Questa é la storia dei paesi del sud del mondo. Sostengono la nostra economia e il nostro stile di vita sregolato e consumistico. Se nei supermercati ormai si trova di tutto e costa sempre meno, il costo nascosto é proprio il sudore della loro fronte, la fame dei loro figli e la falcidiazione dei loro diritti. Il costo che non stiamo pagando é la loro vita, le loro tradizioni e la loro cultura rubate. Sono costretti alle monoculture intensive che gli lasciano poco o niente da mangiare perché devono vendere tutto sui mercati internazionali, con la conseguenza che l’autosussistenza per queste persone é ormai un sogno sbiadito, e che devono comprare tutto quello di cui hanno bisogno – perfino ció che essi stessi producono – diventando soggetti alle fluttuazioni dei mercati delle materie prime, che essi chiaramente non controllano. Succede che alla fne della giostra, non hanno piú da mangiare. Sono nostri schiavi.
Nel frattempo le grandi multinazionali saccheggiano le loro risorse naturali traendone benefici incredibili che si volatilizzano sui mercati finanziari senza passare in gran parte per l’economia reale, quella che da per davvero da mangiare alla gente. Allo stesso tempo muovono i fili di organizzazioni come la Banca Mondiale o il Fondo Monetario Internazionale, che prestano soldi agli stessi paesi che sfruttano a tassi di interesse che rendono il debito impagabile, pretendendo di influenzare le politiche di questi paesi per umentarne la produttivitá a scapito dei diritti umani.
Quando si parla di politica capitalistica neo-liberista, si parla di questo.  Quando si parla di debito si parla di questo. Quando si parla di poteri forti, si parla di questo. Si parla di queste imprese che sfruttano la gente semplice, i cui vertici sono gli stessi che controllano la finanza e la politica internazionale. Noi occidentali siamo gli artefici di tutto questo, ed ora ci sta tornando indietro come un boomerang.

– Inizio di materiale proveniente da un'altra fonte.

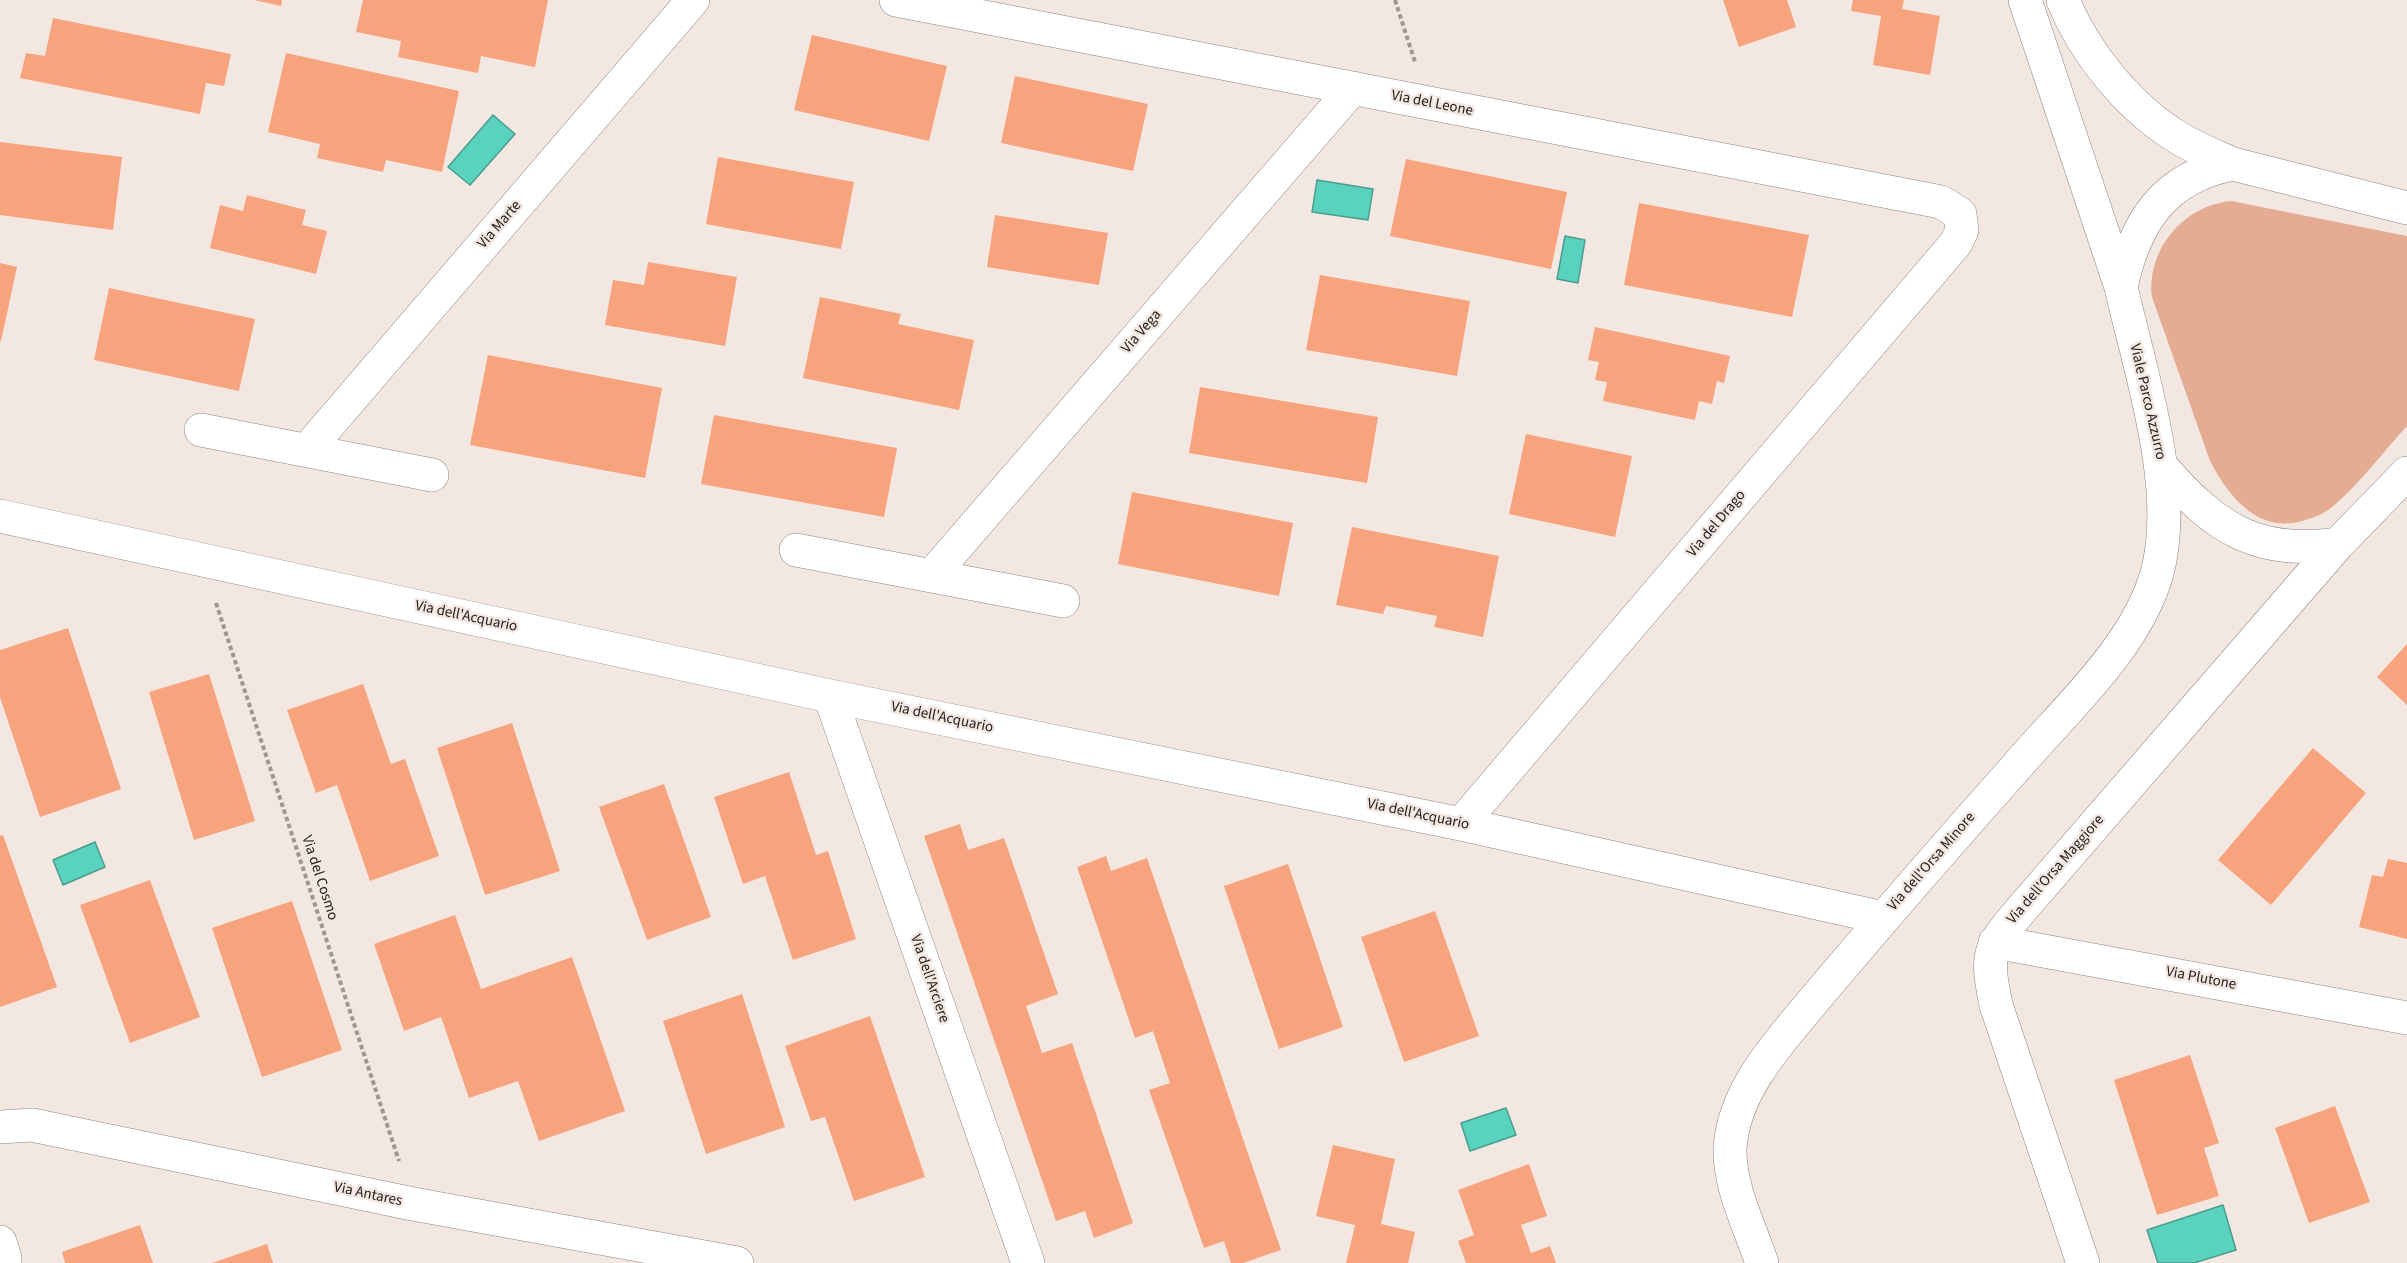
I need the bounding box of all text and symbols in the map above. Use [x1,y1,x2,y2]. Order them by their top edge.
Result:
street label: Via del Leone [1390,87,1474,121]
street label: Via Marte [474,197,526,253]
street label: Via Vega [1118,307,1166,357]
street label: Viale Parco Azzurro [2125,342,2169,462]
street label: Via del Drago [1684,487,1750,561]
street label: Via dell'Acquario [413,597,519,637]
street label: Via dell'Acquario [889,698,995,738]
street label: Via dell'Acquario [1365,795,1471,835]
street label: Via dell'Orsa Minore [1884,809,1980,915]
street label: Via dell'Orsa Maggiore [2004,812,2108,928]
street label: Via del Cosmo [297,833,341,923]
street label: Via dell'Arciere [906,933,952,1025]
street label: Via Plutone [2164,963,2238,995]
street label: Via Antares [332,1179,404,1211]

Ormai infatti non basta piú sfruttare il giardinetto di casa del vicino, non ce n’é piú abbastanza... come un cancro impazzito, questo sistema si sta rivoltando alla gola stessa di chi gli dava da respirare in passato. La cara vecchia Europa. Certo, iniziamo dalle periferie... ogni infezione inizia dalle periferie, perché quando poi arriva al cuore, sopraggiunge la morte. Iniziamo allora dai greci, dagli irlandesi, dai portoghesi, dagli spagnoli, dagli italiani...
Rendiamo questa gente scema, in modo che siano sempre piú manipolabili. In modo che credano alle nostre promesse fasulle. In modo che credano davvero che vale la pena tenere duro e tirare la cinghia, perfino ritagliare i propri diritti per un ipotetico futuro migliore. Diamogli il mito della crescita. Facciamoli sognare. Facciamoli faticare e morire poco a poco, non chiamiamolo sacrificio peró, qua serve una trovata nuova. Chiamiamolo austeritá, cosí sembra che in realtá si stia solo correggendo una precedente attitudine sbagliata... spreconi prima, austeri poi. Suona molto meglio che sovrani prima, schiavi poi.

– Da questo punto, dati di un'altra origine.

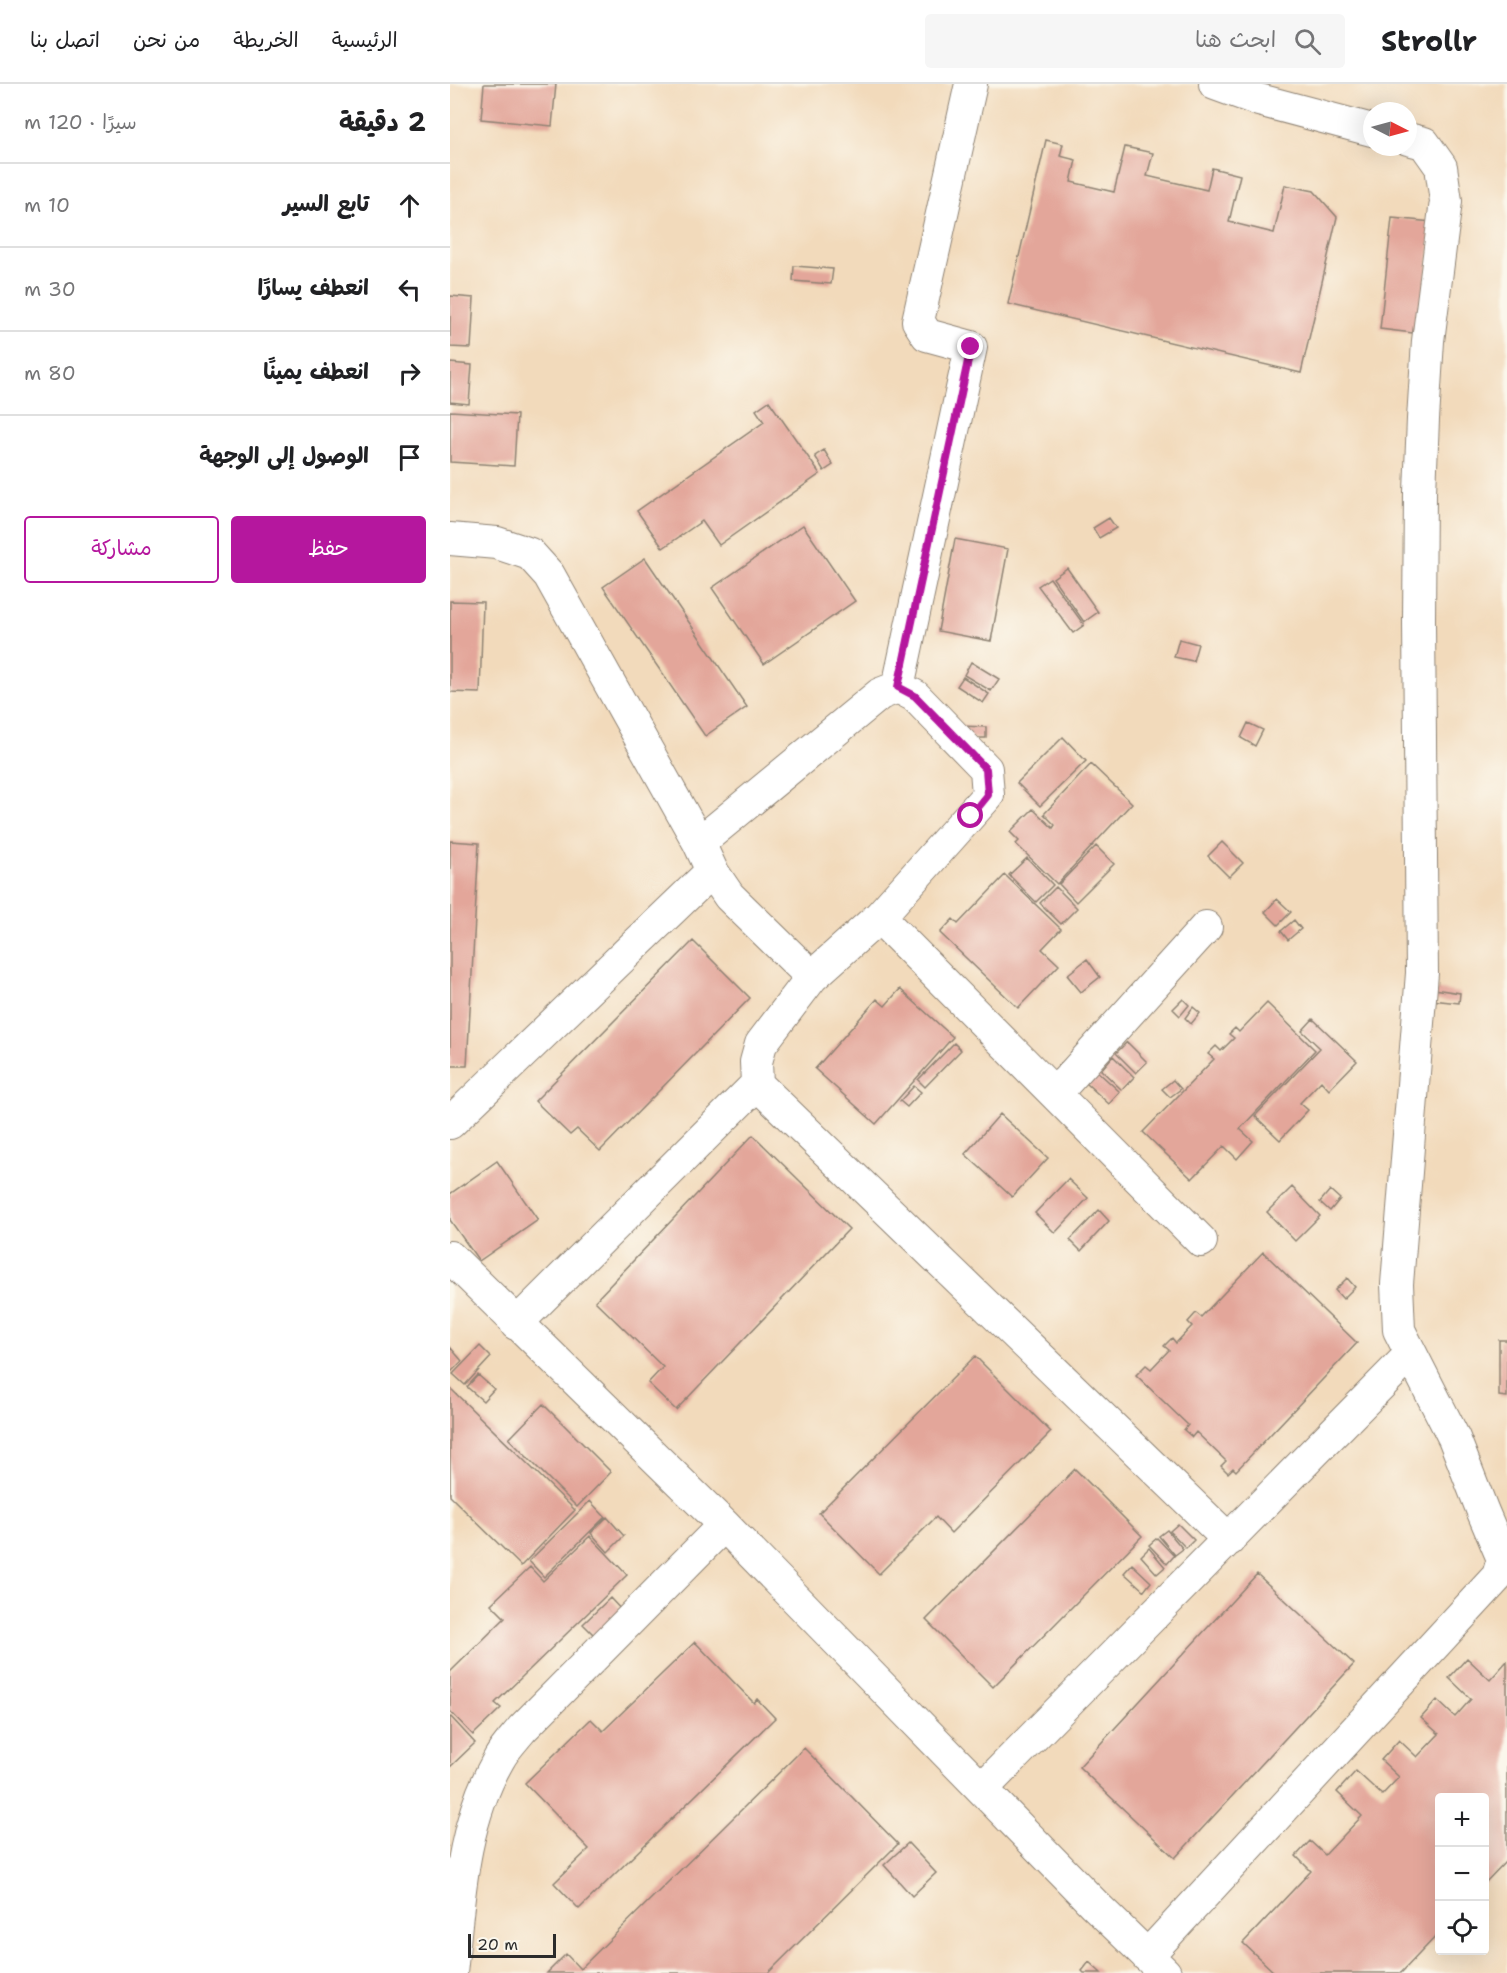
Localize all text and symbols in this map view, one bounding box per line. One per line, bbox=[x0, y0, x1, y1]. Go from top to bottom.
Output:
search box bbox=[925, 14, 1345, 68]
text: Strollr bbox=[1381, 22, 1477, 60]
text: ابحث هنا bbox=[1195, 25, 1276, 54]
icon: search bbox=[1291, 25, 1324, 58]
text: اتصل بنا bbox=[30, 26, 100, 54]
text: من نحن bbox=[133, 26, 200, 54]
text: الخريطة bbox=[233, 26, 299, 54]
text: الرئيسية bbox=[332, 26, 398, 54]
north arrow bbox=[1363, 102, 1417, 156]
text: 2 دقيقة bbox=[339, 104, 426, 139]
text: سيرًا · 120 m bbox=[24, 109, 137, 135]
text: تابع السير bbox=[283, 189, 369, 218]
icon: ahead bbox=[393, 189, 426, 222]
text: 10 m bbox=[24, 192, 70, 218]
text: انعطف يسارًا bbox=[257, 273, 369, 302]
icon: left bbox=[393, 273, 426, 306]
text: 30 m bbox=[24, 276, 76, 302]
route end bbox=[957, 333, 983, 359]
text: انعطف يمينًا bbox=[263, 357, 369, 386]
icon: right bbox=[393, 357, 426, 390]
text: 80 m bbox=[24, 360, 76, 386]
text: الوصول إلى الوجهة bbox=[199, 441, 369, 470]
icon: arrive bbox=[393, 441, 426, 474]
button: مشاركة bbox=[24, 516, 219, 583]
button: حفظ bbox=[231, 516, 426, 583]
route start bbox=[957, 802, 983, 828]
map controls bbox=[1435, 1793, 1489, 1955]
button: + bbox=[1435, 1793, 1489, 1847]
button: − bbox=[1435, 1847, 1489, 1901]
button: locate bbox=[1435, 1901, 1489, 1955]
scale bar bbox=[468, 1931, 556, 1958]
text: 20 m bbox=[477, 1934, 518, 1955]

Mettiamo in chiaro un paio di cose. Qui qualcuno muove i fili del gioco e ci sta schiacciando. Poco conta dopotutto che ce ne rendiamo conto – come sempre – solo adesso che arriva nel nostro giardinetto. I sintomi ci sono giá tutti: agitare lo spettro del debito da ripagare, di uno Stato che Stato non é piú ma diventa una impresa privata che per mancanza di guadagni deve contenere la spesa, del dover cedere piú poteri all’Europa, del fare scarifici perché l’Europa ce lo chiede...
Tagli all’educazione per farci sempre piú scemi, controllo dei media per darci a conoscere sempre meno, tagli alla sanitá per renderci piú deboli, precariato lavorale per renderci schiavi ricattabili e privarci di ogni futuro.  Mito della crescita per abbagliarci con qualcosa che non arriverá mai e che, in realtá, sarebbe anche dannoso tornasse. Crescere, siamo giá cresciuti abbastanza. Anche troppo.

Come fare? Siamo davvero perduti? Mettiamo in chiaro un paio di cose, io credo di no. Credo che questi signori che muovono i fili del mondo non cambieranno mai, perché non gli conviene. Credo che siano sempre gli stessi sia che guardi nel mondo economico e della finanza, nei consigli di amministrazione delle grandi imprese, nelle banche, nelle organizzazioni sovranazionali, nella politica di ogni colore. Credo peró, che questi signori sono morti senza di noi. Credo che siamo noi che li teniamo in vita dopotutto, seguendo alla cieca quello che ci dicono di fare, adottando lo stile di vita che vogliono per noi per continuare – loro – a prosperare.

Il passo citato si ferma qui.